● **Exercise**
From the entries below, pull out each line where "JSON" appears.

● **Records supplied**
-- -- --

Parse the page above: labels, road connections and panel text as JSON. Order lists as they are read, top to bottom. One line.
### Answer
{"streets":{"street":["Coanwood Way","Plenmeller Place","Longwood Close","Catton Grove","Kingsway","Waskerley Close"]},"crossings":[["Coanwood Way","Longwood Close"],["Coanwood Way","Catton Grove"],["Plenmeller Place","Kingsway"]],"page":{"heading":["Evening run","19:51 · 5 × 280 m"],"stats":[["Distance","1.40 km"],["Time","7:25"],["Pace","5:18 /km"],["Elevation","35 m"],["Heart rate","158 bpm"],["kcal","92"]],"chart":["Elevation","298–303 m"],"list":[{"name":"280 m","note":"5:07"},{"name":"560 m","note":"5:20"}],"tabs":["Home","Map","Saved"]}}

-- -- --

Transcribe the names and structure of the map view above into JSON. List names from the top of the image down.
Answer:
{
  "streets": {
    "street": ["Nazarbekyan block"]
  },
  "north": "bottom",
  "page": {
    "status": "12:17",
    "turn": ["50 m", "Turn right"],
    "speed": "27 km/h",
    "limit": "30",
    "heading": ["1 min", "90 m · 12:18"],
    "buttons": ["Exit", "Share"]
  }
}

-- -- --

● **Output for this exercise**
Parse the page above: labels, road connections and panel text as JSON. Order lists as they are read, top to bottom. One line.
Transcribe the names and structure of the map view above into JSON. List names from the top of the image down.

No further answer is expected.